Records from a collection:
------------------------------------------------
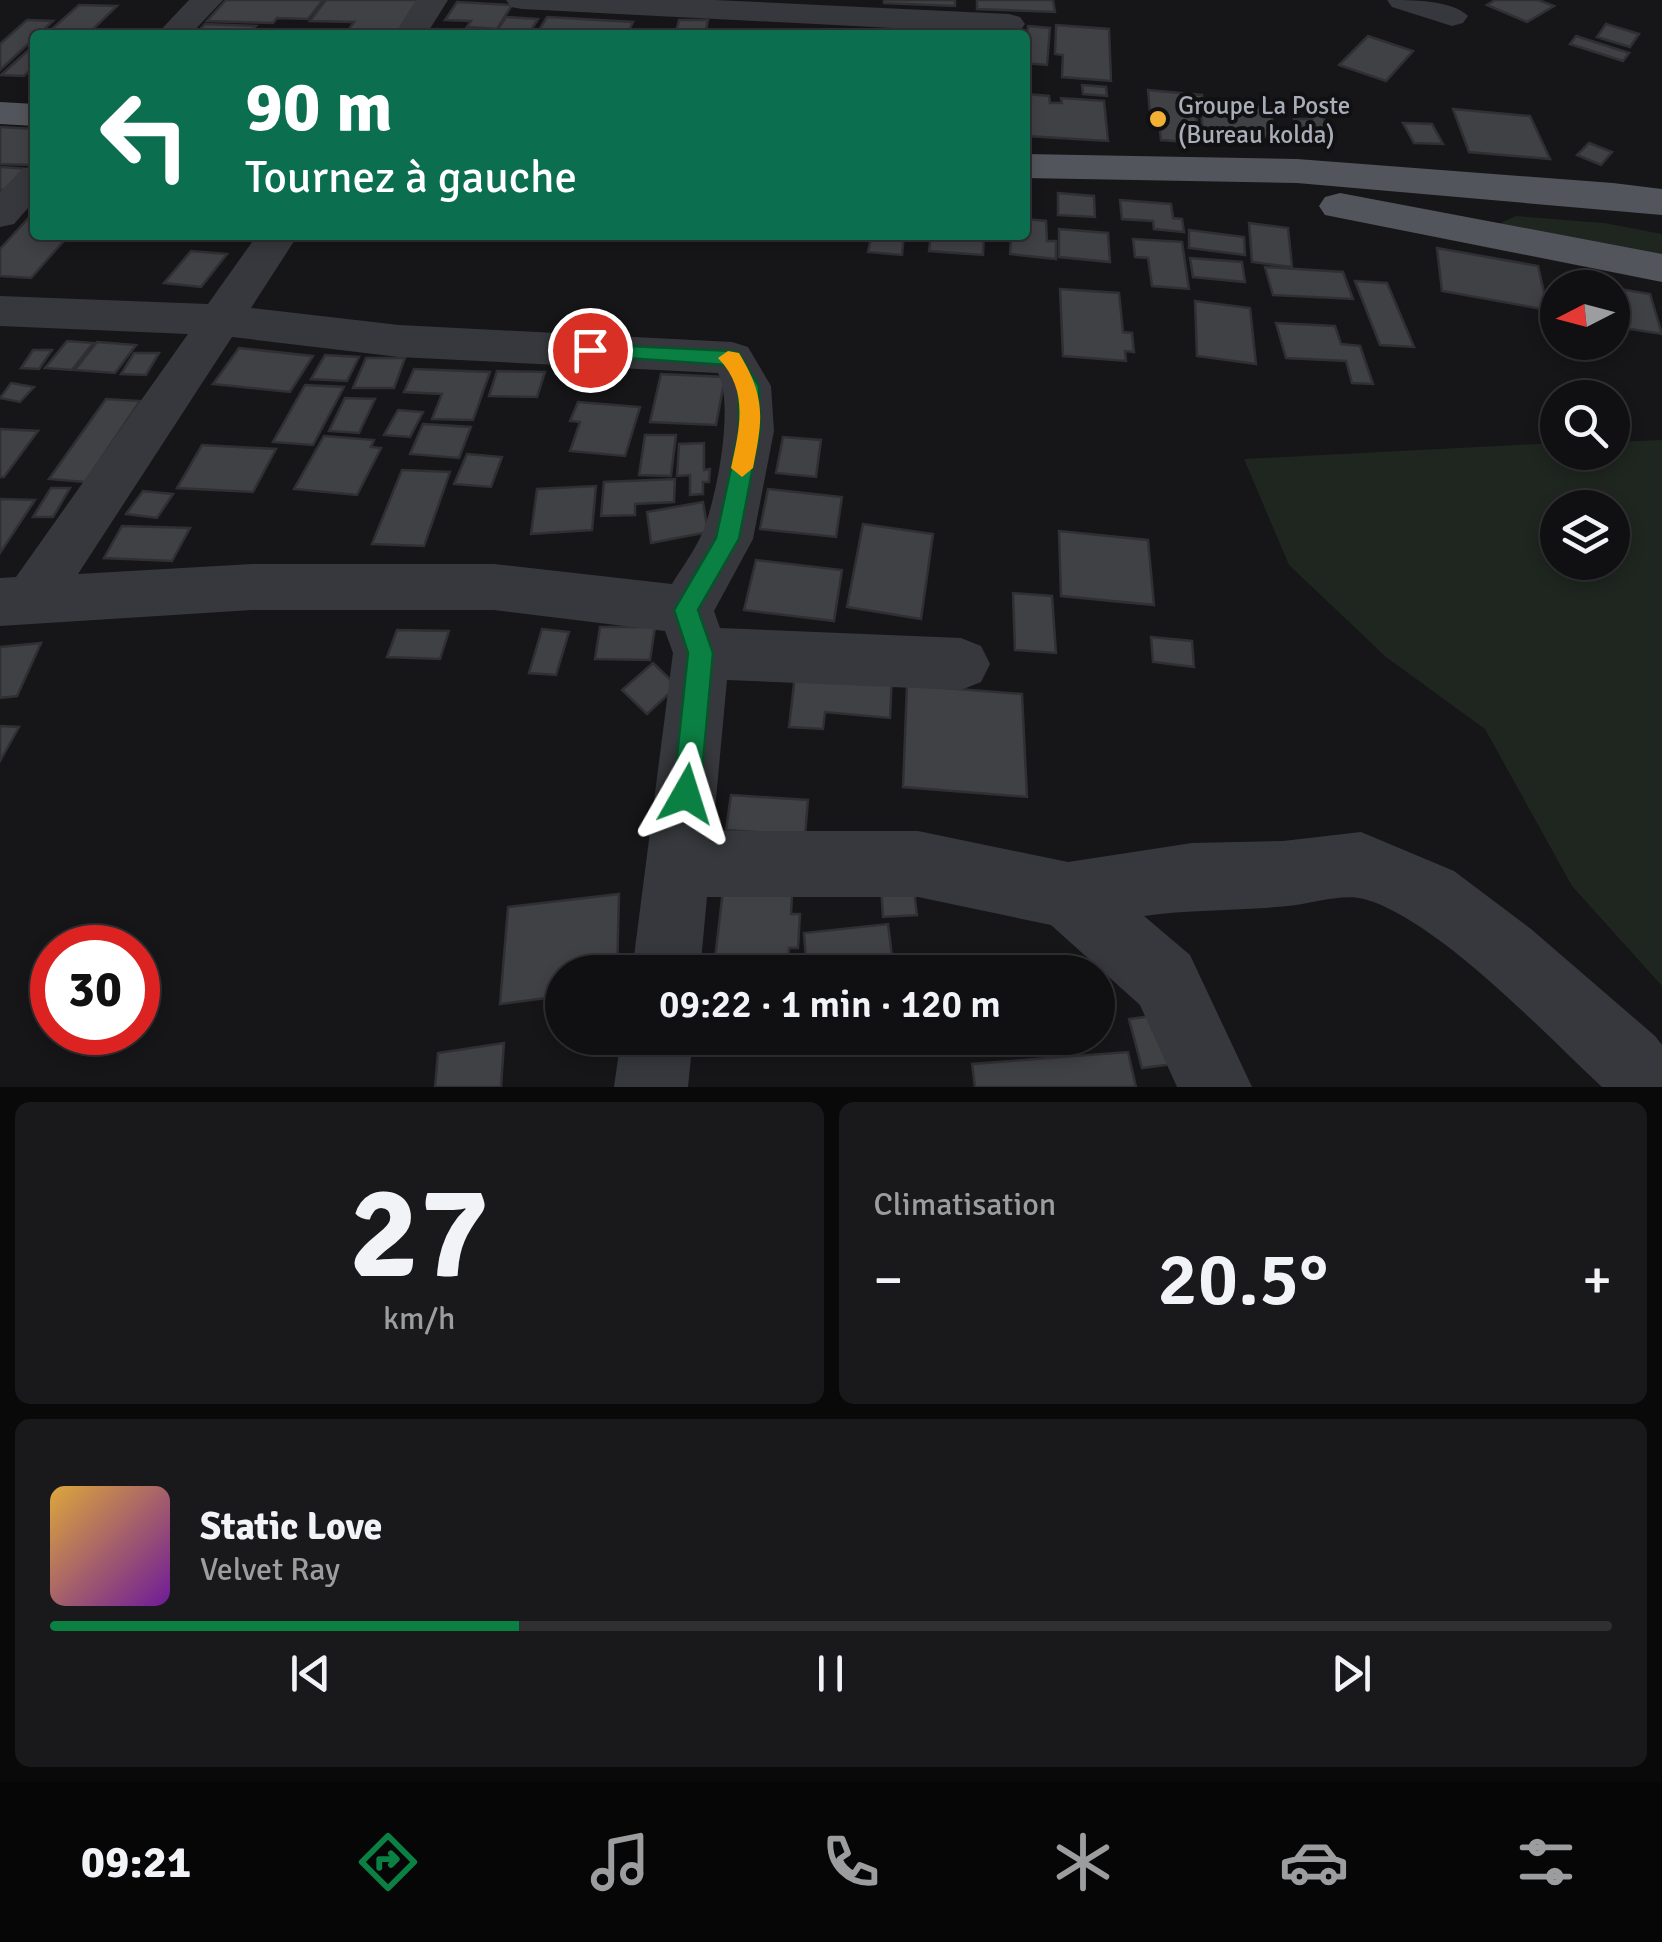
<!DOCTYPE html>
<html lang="fr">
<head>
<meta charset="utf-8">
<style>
  body { margin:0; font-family:Signika,sans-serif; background:#19191b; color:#f1f3f6; height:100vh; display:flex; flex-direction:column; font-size:38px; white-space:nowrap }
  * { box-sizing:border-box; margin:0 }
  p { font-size:32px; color:#9c9d9f }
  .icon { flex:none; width:55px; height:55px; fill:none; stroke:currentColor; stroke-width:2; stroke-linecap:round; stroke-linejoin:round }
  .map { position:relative; height:1087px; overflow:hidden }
  .drawer { display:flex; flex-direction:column; gap:15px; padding:15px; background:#09090a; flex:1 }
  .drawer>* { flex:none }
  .top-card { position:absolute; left:30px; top:30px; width:1000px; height:210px; border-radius:10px; box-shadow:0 5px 15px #0003,0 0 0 2px #303032; background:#0b6e4f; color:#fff; overflow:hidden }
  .needle { width:65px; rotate:264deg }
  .fabs { position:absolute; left:1540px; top:270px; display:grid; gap:20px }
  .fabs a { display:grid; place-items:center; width:90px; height:90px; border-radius:50%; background:#101012; box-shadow:0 5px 15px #0003,0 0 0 2px #303032; font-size:50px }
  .speed { position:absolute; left:30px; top:925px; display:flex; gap:20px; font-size:50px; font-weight:700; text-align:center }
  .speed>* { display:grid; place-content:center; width:130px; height:130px; border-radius:50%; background:#101012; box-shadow:0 5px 15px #0003,0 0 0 2px #303032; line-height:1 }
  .speed .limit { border:15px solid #d22; background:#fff; color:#111 }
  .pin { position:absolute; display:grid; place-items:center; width:85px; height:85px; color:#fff; margin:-42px; border:5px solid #fff; border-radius:50%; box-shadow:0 2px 10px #0007 }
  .me { position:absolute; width:110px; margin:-55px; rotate:6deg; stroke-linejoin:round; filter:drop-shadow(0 0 8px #0008) }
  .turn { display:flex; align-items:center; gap:35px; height:210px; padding:0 50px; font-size:45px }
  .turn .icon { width:130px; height:130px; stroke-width:2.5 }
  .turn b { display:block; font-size:70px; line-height:85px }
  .big { font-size:75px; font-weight:600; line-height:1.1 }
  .drawer .tile { flex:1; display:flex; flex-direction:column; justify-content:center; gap:15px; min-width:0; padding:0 35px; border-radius:15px; background:#19191b }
  .drawer .dial { align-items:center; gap:0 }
  .dial b { font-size:130px; line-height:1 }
  .song { display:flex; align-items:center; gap:30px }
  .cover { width:120px; height:120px; border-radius:15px; background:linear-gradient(135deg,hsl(40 70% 55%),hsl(280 70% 35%)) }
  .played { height:10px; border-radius:5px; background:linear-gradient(90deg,#0b8043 30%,#303032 30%) }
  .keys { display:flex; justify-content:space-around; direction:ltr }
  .heat { display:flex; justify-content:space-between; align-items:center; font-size:55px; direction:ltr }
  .drawer .tiles { flex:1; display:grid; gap:15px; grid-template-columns:1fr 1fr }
  .tile:last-child { grid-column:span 2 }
  .trip { position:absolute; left:545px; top:955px; width:570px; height:100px; border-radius:50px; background:#101012; box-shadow:0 5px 15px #0003,0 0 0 2px #303032; font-weight:600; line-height:100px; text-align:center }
  .dock { display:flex; height:160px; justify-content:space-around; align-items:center; background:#060607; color:#9c9d9f }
  .dock .icon { width:70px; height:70px }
  .dock .selected { color:#0b8043 }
  .dock b { font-size:45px; color:#f1f3f6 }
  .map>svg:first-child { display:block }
  .green { fill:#1e261f; fill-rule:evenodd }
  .building { fill:#404145; stroke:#303034; stroke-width:2.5 }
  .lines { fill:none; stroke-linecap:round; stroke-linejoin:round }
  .minor { fill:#37383d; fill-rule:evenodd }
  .major { fill:#53555c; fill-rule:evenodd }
  .route { fill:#0b8043; stroke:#07532c; stroke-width:2.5 }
  .slow { fill:#f59e0b }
  .poi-dot { fill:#f2b134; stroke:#111113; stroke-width:4 }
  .labels { text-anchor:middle; stroke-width:8; stroke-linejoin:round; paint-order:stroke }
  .far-poi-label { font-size:25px; fill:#a8adb8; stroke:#111113; text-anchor:start }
</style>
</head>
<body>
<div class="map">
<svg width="1662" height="1087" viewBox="0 0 1662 1087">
  <rect width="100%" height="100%" fill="#161618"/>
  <g class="green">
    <path d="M1516,216L1604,223L1662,234V262L1494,226Z"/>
    <path d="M1662,440V986L1572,886L1485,729L1386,657L1289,565L1244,459L1557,443L1558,452H1612L1613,442ZM1558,508H1612V562H1558Z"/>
  </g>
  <g class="building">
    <path d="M226,0H323L308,19L277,18L273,23L207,21Z"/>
    <path d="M326,0H426L404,35H345L354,22L310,21Z"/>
    <path d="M884,0H955V6L884,3Z"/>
    <path d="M977,0H1053L1055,12L977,9Z"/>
    <path d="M1495,0H1538L1554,6L1527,22L1487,5Z"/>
    <path d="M457,2L512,5L497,29L467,27L471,21L445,20Z"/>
    <path d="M79,5L117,6L92,30L45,35Z"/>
    <path d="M506,17L538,19L528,35H494Z"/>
    <path d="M547,17L633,22L627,35H536Z"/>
    <path d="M27,20L53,21L0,70V44Z"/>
    <path d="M679,20H708L705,35H675Z"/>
    <path d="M205,24L256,26L248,35H195Z"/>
    <path d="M1606,24L1639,34L1630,47L1597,37Z"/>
    <path d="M1056,25L1109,29L1111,81L1062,77L1063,55L1055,54Z"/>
    <path d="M1028,26L1050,28L1047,65L1025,63Z"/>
    <path d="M1368,36L1413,51L1386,81L1339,65Z"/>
    <path d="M1576,36L1629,53L1623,61L1570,44Z"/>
    <path d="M35,44V65L24,76L1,75Z"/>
    <path d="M1082,85L1106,87L1107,96L1083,94Z"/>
    <path d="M1148,90L1202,95L1203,101H1194L1200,143L1161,140L1158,114L1150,113Z"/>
    <path d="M1027,94L1049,96L1050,103H1062L1061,98L1104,101L1108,141L1027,136Z"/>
    <path d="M1200,102L1270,108L1276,138L1203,131Z"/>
    <path d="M1453,109L1530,116L1550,159L1469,152Z"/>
    <path d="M1310,114H1322L1334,144L1303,143L1294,119H1312Z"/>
    <path d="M1403,123L1432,124L1443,144L1414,143Z"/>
    <path d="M0,127L35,129L32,165L0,164Z"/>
    <path d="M1589,143L1612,152L1601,165L1577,155Z"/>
    <path d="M0,168L1,167L30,169L9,190H0Z"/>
    <path d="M1058,193L1094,196L1095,217L1058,215Z"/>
    <path d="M1120,200L1171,204L1173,218L1182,219L1184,232L1154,229L1153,221L1122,219Z"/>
    <path d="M35,211V235H69L31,278L0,276V249Z"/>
    <path d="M1025,219L1046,221L1047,241H1056V259L1010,254L1011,235H1025Z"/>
    <path d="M1249,223L1288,228L1292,267L1252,262Z"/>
    <path d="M1059,229L1108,233L1110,262L1059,257Z"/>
    <path d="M1189,230L1244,237L1245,255L1189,248Z"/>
    <path d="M836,235H904L902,255L868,252L871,238Z"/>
    <path d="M931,235H984L983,255L929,251Z"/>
    <path d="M1133,239L1182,242L1189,289L1152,286L1148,258L1135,257Z"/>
    <path d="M1437,248L1538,266L1548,310L1442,291Z"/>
    <path d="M191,251L227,254L201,287L164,283Z"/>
    <path d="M1190,258L1242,262L1245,282L1193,277Z"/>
    <path d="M1265,267L1343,272L1353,299L1273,295Z"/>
    <path d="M1561,279L1650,294L1662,334L1612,326V288H1564Z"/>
    <path d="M1355,281L1387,283L1414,347L1380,345Z"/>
    <path d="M1060,289L1119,293L1123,332L1132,333L1134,352L1125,351L1126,361L1063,356Z"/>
    <path d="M1195,301L1250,308L1256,364L1197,356Z"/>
    <path d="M1276,323L1335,326L1341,344L1360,346L1373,384L1352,383L1346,361L1286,358Z"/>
    <path d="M67,341L93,343L72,370L45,368Z"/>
    <path d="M97,342L136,345L115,373L75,370Z"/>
    <path d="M239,348L313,356L290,392L213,384Z"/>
    <path d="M33,350H52L39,369L21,368Z"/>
    <path d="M134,353H159L146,375L121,374Z"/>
    <path d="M325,355L359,357L347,381L311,379Z"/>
    <path d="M366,358H405L394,388H353Z"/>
    <path d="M414,369L490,372L473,420L432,419L442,394L404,392Z"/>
    <path d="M497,371L545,372L537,397L489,396Z"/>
    <path d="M661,374L725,377L716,425L650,422Z"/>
    <path d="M11,383L34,387L20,402L0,398Z"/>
    <path d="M305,385L344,387L313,445L273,442Z"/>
    <path d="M345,398L375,399L359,433L329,431Z"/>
    <path d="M106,399L140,401L85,482L49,479Z"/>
    <path d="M578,402L640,407L625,456L570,451L580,422L570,421Z"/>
    <path d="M398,410L423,412L410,437L384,435Z"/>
    <path d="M423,424L471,427L459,458L410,454Z"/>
    <path d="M0,429L38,431L4,477H0Z"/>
    <path d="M645,435H676L671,476L639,475Z"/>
    <path d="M324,436L374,440L371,447L381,448L357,495L294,489Z"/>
    <path d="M783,437L821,440L816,477L776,473Z"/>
    <path d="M704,443V470L710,469L709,482H703V494L690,495V475L677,476L679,444Z"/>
    <path d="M202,445L276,449L253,492L177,488Z"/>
    <path d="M467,454L502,457L491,487L454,484Z"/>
    <path d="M402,470L450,472L424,546L372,544Z"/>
    <path d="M675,479L674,502L635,504V515L601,516L604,482Z"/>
    <path d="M596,486L592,530L531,534L537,489Z"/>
    <path d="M51,488H70L53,517H33Z"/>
    <path d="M768,489L842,497L836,537L760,529Z"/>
    <path d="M143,491L173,494L157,518L126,514Z"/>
    <path d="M0,499L35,500L0,553Z"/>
    <path d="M703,502L708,532L651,543L647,512Z"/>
    <path d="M863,524L933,534L921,619L847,607Z"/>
    <path d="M122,526L190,528L172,561L104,558Z"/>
    <path d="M1059,531L1148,540L1154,605L1061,596Z"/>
    <path d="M756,560L842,570L834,621L744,610Z"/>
    <path d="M1013,593L1052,596L1056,653L1015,650Z"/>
    <path d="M600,627H655L650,660L595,659Z"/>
    <path d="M542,629L569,632L556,675L529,673Z"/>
    <path d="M397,630L449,631L440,659L387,657Z"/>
    <path d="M1151,637L1192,641L1194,667L1153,662Z"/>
    <path d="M41,643L17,696L0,698V647Z"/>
    <path d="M653,663L677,686L647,714L622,690Z"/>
    <path d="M796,667L892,675L890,718L825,712L823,729L789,727Z"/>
    <path d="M907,685L1022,694L1027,797L903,787Z"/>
    <path d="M0,726L19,727L0,761Z"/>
    <path d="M731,795L808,800L805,835L726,830Z"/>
    <path d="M913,884L917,915L883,917L881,886Z"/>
    <path d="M723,890L792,894L791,914H800L798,948H789L787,972L714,967Z"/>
    <path d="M619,894L617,972H562V996L500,1004L508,907Z"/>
    <path d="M888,924L894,972H807L804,933Z"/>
    <path d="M1160,1015L1174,1064L1142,1068L1129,1019Z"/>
    <path d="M504,1043L501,1087H435L438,1053Z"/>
    <path d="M1128,1052L1136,1087H975L972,1064Z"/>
  </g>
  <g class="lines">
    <g class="minor">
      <path d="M189,0H223L190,35H156Z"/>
      <path d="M416,0H448L426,35H394Z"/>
      <path d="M506,0H714L1009,14L1020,17L1025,24L1020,31L1009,34L522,9L511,7Z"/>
      <path d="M1387,0C1412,0 1452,0 1468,16L1463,23L1452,26L1392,7Z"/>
      <path d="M35,166V200L14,224L0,227V192L22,169Z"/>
      <path d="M257,235H298L251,308L399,325L732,342L748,347L771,386L774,431L753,539L714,611L720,628L961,638L981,646L990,664L981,682L961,690L727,680L713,831H918L1068,862L1192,843L1283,841L1361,832L1454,871L1531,929L1655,1036L1662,1045V1087H1602C1545,1034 1437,919 1364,899C1343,893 1310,904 1288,906C1240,911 1192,909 1144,916L1190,955L1252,1087H1177L1140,1005L1051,925L918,897H707L700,972H632L673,653L665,631L494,610H252L0,626V578L16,577L188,334L0,326V296L208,304ZM232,337L399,357L718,373C735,405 716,503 701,536C693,553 681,569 672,584L494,564H252L78,574Z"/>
      <path d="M621,1038H693L688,1087H614Z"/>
    </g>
    <g class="major">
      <path d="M0,102L35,104V126L0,124Z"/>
      <path d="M1025,154L1297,159L1613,183L1662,189V215L1297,183L1025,178Z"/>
      <path d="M1340,193L1662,254V282L1325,215L1319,206L1325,197Z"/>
    </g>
  </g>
  <path class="route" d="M590,344L732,351L739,353L759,386L760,431L739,539L698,610L713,653L700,794L696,803L686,807L677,803L673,794L688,653L674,610L716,538L739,431L738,386L726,365L583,355V346Z"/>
  <path class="slow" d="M728,351L739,353C766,398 763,418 753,468L742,477L731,468C740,427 749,390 718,358Z"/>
  <circle class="poi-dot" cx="1158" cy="119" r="10"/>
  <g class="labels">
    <g class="far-poi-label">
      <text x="1178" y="114">Groupe La Poste<tspan x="1178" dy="29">(Bureau kolda)</tspan></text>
    </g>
  </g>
</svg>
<div class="fabs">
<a><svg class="needle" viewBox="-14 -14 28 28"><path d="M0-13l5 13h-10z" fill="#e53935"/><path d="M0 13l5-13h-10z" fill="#9c9d9f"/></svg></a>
<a><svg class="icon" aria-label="search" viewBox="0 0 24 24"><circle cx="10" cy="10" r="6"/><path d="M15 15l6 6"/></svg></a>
<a><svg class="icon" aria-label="layers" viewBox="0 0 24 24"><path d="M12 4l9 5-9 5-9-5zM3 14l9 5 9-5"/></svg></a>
</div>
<div class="speed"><div class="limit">30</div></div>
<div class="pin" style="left:590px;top:350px;background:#d93025"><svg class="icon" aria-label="arrive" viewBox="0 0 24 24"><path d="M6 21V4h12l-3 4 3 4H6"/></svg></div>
<svg class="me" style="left:686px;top:794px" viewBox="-20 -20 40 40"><path d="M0-17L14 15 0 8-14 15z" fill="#0b8043" stroke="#fff" stroke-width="4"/></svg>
<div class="trip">09:22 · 1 min · 120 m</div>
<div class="top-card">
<div class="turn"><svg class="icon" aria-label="left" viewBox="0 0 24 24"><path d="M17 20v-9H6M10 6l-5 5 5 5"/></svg><div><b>90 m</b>Tournez à gauche</div></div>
</div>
</div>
<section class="drawer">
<div class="tiles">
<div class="tile dial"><b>27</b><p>km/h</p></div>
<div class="tile"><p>Climatisation</p>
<div class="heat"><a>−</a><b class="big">20.5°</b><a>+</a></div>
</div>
<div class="tile">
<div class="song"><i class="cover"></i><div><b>Static Love</b><p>Velvet Ray</p></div></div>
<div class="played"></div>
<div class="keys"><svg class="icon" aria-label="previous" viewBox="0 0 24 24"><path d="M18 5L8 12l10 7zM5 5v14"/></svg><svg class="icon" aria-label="pause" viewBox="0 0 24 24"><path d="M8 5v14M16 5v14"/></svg><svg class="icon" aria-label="next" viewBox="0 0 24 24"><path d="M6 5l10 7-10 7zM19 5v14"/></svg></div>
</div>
</div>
</section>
<nav class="dock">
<b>09:21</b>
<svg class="icon selected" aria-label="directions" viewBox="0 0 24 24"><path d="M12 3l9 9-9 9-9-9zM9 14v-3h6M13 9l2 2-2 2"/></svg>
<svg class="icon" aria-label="music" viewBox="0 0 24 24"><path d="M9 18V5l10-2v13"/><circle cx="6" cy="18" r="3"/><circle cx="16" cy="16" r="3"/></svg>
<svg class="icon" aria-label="phone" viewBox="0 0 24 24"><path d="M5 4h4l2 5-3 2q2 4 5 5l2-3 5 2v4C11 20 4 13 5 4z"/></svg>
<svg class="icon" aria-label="climate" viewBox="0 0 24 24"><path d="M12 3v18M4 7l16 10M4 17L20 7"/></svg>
<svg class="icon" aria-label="car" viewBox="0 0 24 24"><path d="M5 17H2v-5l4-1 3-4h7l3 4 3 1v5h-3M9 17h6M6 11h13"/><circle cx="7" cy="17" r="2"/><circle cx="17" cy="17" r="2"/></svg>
<svg class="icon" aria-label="filters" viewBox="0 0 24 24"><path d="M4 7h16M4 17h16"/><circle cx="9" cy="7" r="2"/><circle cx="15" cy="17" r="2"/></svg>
</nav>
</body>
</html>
------------------------------------------------
» YOUR TASK:
From the records above, print only the lines between the one holding "font-size:75px; font-weight:600; line-height:1.1" and the one holding "display:flex; align-items:center; gap:30px", inclusive, exactly as they stand.

» ANSWER SPACE:
  .big { font-size:75px; font-weight:600; line-height:1.1 }
  .drawer .tile { flex:1; display:flex; flex-direction:column; justify-content:center; gap:15px; min-width:0; padding:0 35px; border-radius:15px; background:#19191b }
  .drawer .dial { align-items:center; gap:0 }
  .dial b { font-size:130px; line-height:1 }
  .song { display:flex; align-items:center; gap:30px }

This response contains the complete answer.